On the other hand, if your spending has become uncontrollable, that’s a red flag, he said. And if you’ve tried budgeting with a system or product that just doesn’t work for you, this is also a cause for concern.
“You have to use the tools and you have to use them effectively,” said Blount.
If you’re making a lot of money but aren’t sure where you’re going, this could indicate an overrun, according to Schadeck.
We’re basically coming out of a cave now and there’s a lot of emotion with it
Accredited Financial Advisor, Mind Your Money LLC
The solution? Mindful spending
To solve a spending problem, financial experts recommend that you familiarize yourself well with the details of where your money is going and the emotions behind the purchases.
“I always encourage people to watch their money,” said Greenhalgh.
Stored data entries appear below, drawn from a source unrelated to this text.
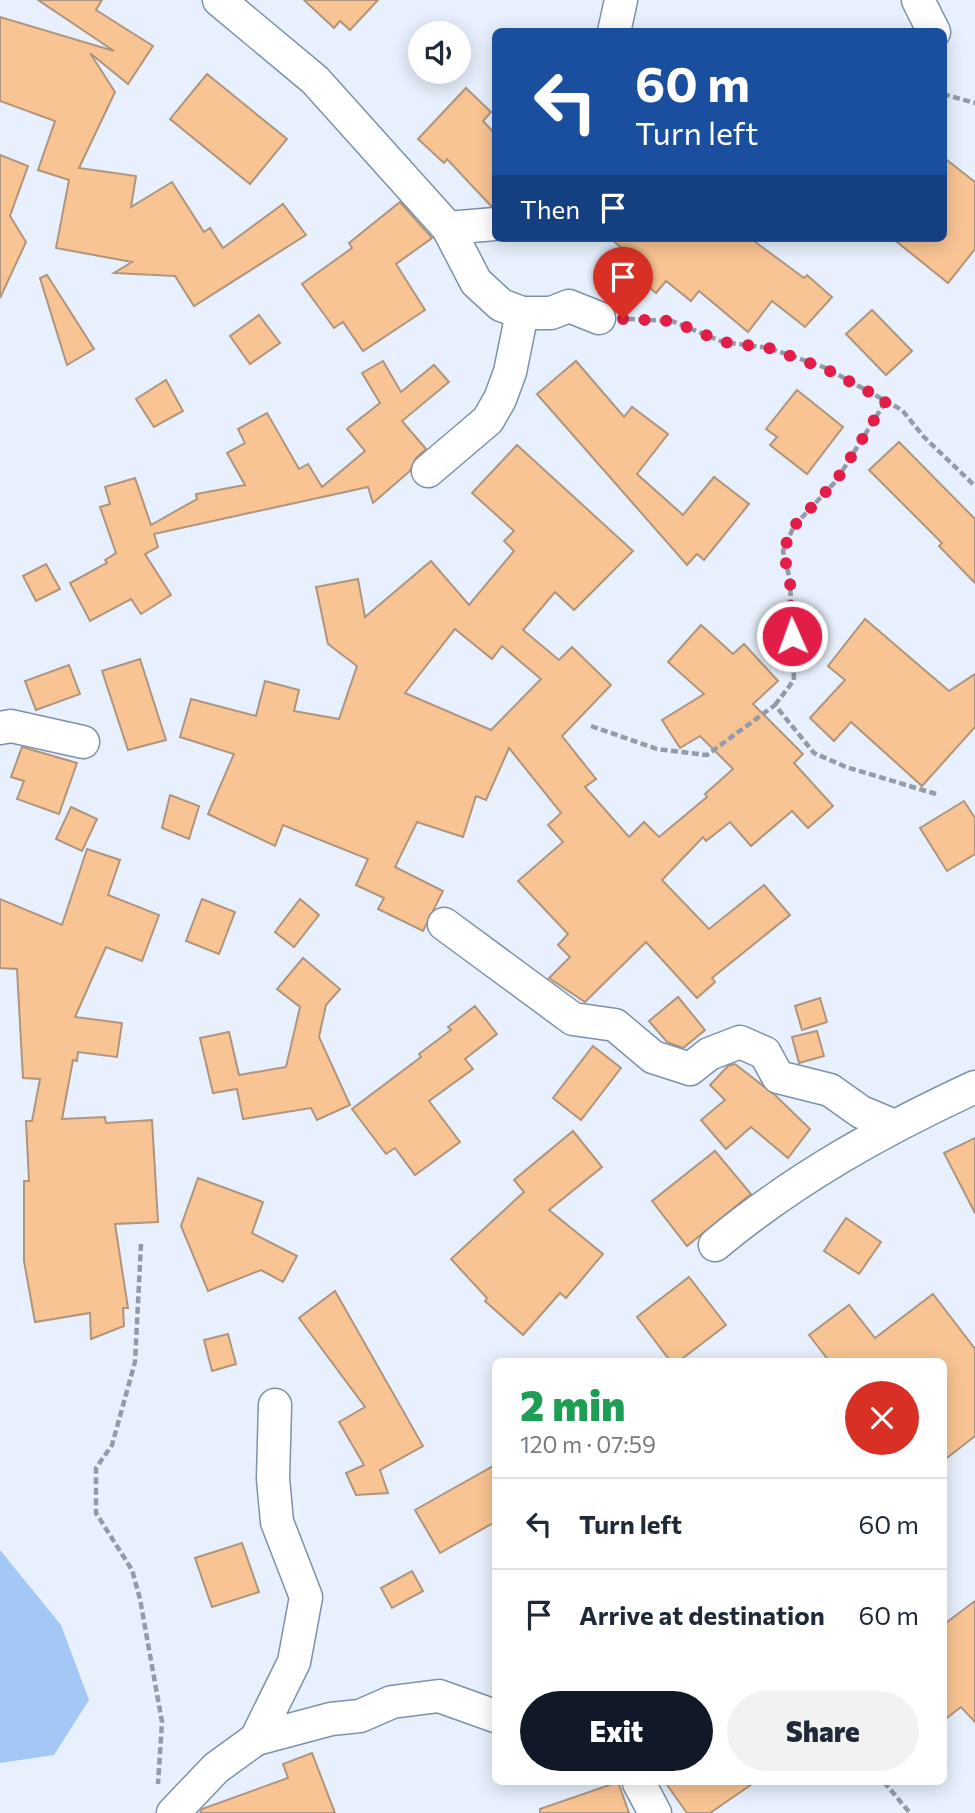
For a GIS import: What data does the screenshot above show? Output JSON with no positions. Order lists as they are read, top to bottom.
{
  "page": {
    "turn": ["60 m", "Turn left"],
    "then": "Then",
    "heading": ["2 min", "120 m · 07:59"],
    "list": [
      {
        "name": "Turn left",
        "value": "60 m"
      },
      {
        "name": "Arrive at destination",
        "value": "60 m"
      }
    ],
    "buttons": ["Exit", "Share"]
  }
}
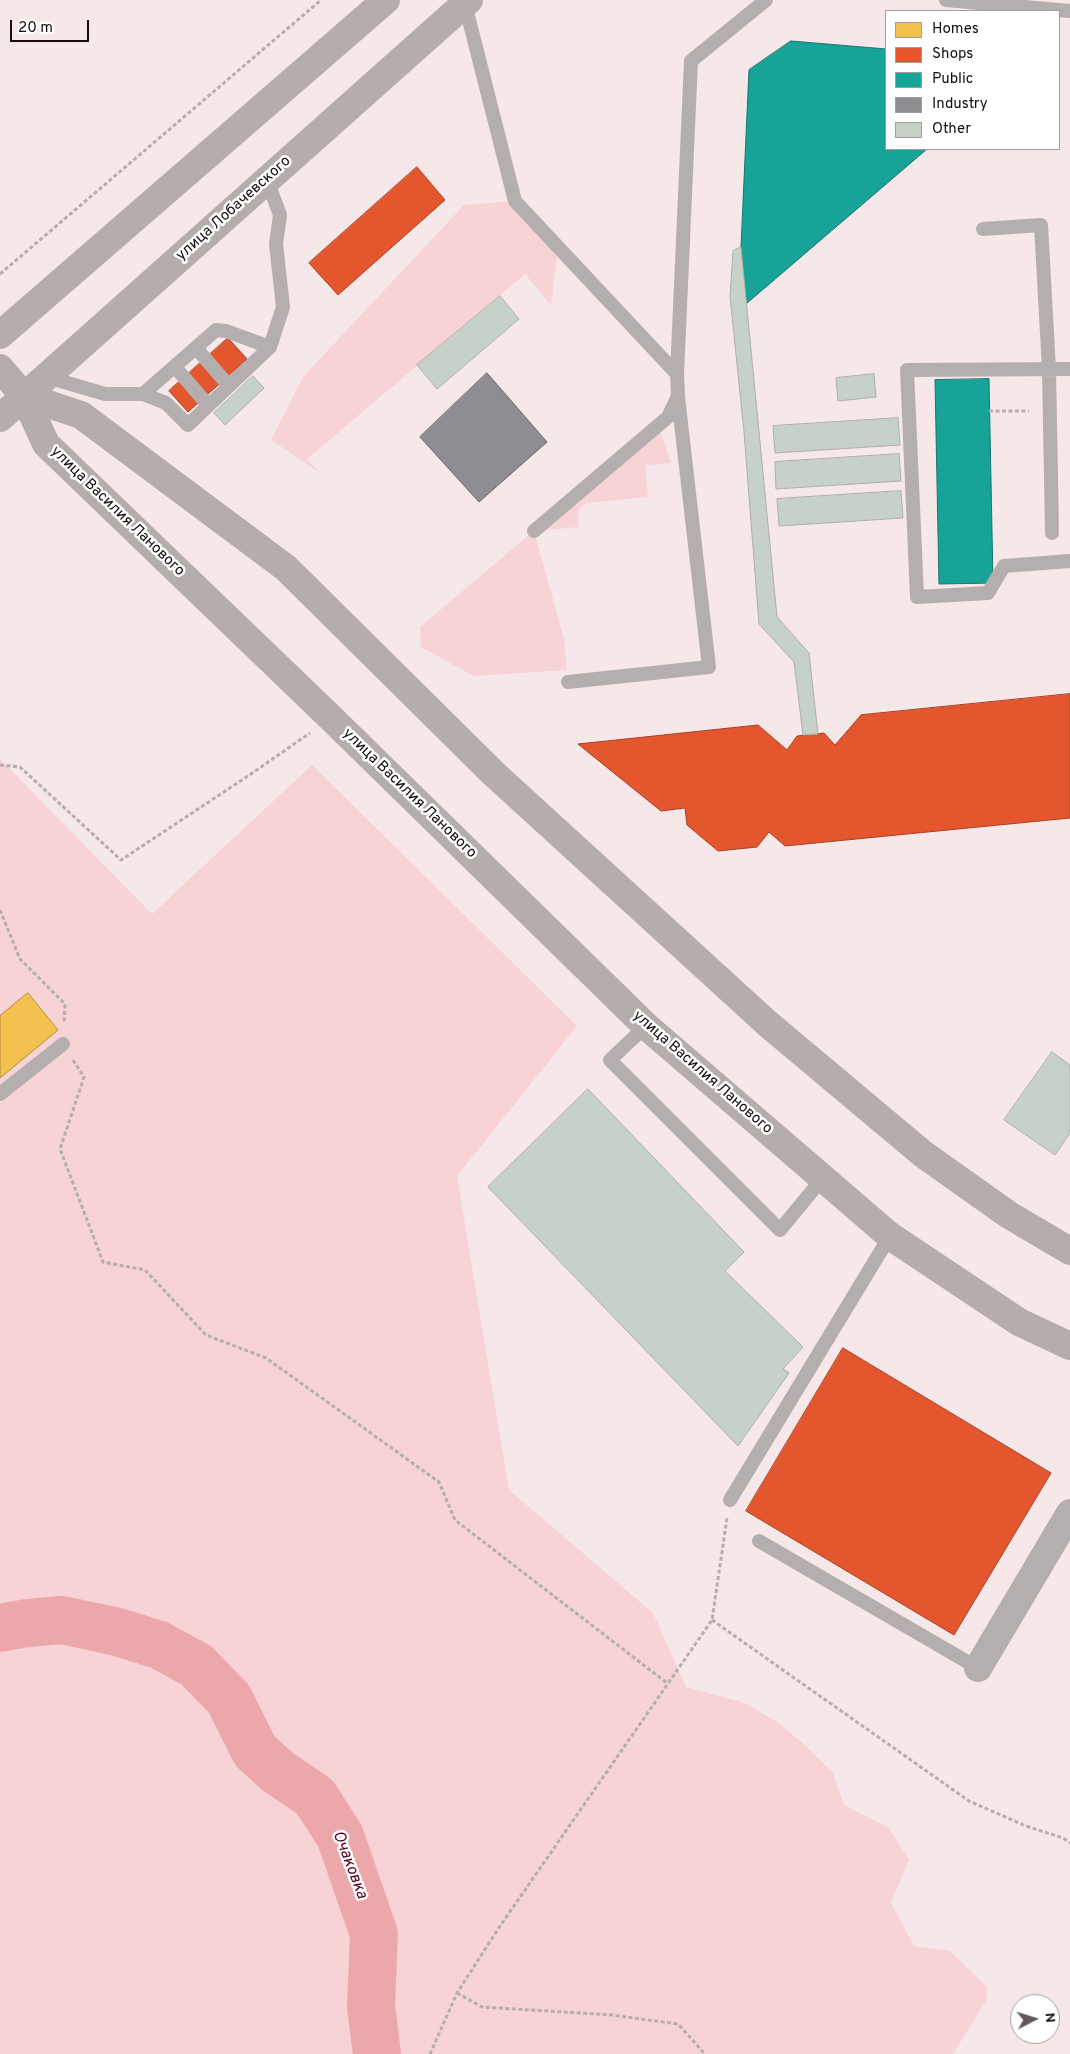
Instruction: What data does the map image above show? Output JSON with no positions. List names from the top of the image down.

That means looking at her expenses for a few months in a row, she said.
Take some rest with your bank account and credit card statements and really see where the money is going, she said. Then assess what you feel good about and what you are not so happy about. This could include comparing spending against a pre-pandemic budget, identifying spending shifts, and making course corrections if necessary.
Linked to what you spend money on can help you develop new habits, she said.
If you are still having problems spending money or feel that it is related to emotions that you cannot control, seeking help from a therapist or financial therapist can help you resolve those problems.
You can also do certain exercises, such as: B. Check in with your emotions before buying, said Blum.
“Everything we do has an emotional component, and if we don’t know what it is, we work kind of at a loss, we are stuck,” he said. By asking yourself why you are making a purchase before you swipe your credit card, you can become more aware of the emotional component and address it.